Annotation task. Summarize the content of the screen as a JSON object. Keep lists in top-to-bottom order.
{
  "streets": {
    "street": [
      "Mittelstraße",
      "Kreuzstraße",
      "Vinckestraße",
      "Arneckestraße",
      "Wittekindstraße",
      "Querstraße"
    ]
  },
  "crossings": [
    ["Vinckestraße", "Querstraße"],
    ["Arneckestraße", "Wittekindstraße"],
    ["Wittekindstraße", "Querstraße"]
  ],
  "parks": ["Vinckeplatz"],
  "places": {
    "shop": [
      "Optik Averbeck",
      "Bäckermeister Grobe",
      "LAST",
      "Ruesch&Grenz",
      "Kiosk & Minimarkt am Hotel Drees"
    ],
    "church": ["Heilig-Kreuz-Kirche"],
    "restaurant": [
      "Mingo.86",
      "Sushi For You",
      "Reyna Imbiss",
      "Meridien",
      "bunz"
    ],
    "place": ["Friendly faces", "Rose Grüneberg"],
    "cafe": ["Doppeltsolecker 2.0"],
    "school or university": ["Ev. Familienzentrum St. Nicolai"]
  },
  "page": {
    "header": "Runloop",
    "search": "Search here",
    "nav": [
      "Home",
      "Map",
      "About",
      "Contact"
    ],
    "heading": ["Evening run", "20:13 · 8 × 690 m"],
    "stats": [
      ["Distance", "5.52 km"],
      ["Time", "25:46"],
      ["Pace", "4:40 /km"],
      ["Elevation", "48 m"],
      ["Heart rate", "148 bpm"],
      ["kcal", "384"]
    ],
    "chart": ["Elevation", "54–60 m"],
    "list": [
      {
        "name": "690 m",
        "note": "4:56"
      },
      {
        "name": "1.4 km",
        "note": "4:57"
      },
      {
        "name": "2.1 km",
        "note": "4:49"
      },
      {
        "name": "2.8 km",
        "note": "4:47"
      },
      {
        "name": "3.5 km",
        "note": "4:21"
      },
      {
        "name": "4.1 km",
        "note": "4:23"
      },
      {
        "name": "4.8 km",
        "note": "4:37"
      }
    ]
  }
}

———

* _ACTION ITEM_:
Show the lines above that have the word "Arneckestraße".

* _SOLUTION_:
      "Arneckestraße",
    ["Arneckestraße", "Wittekindstraße"],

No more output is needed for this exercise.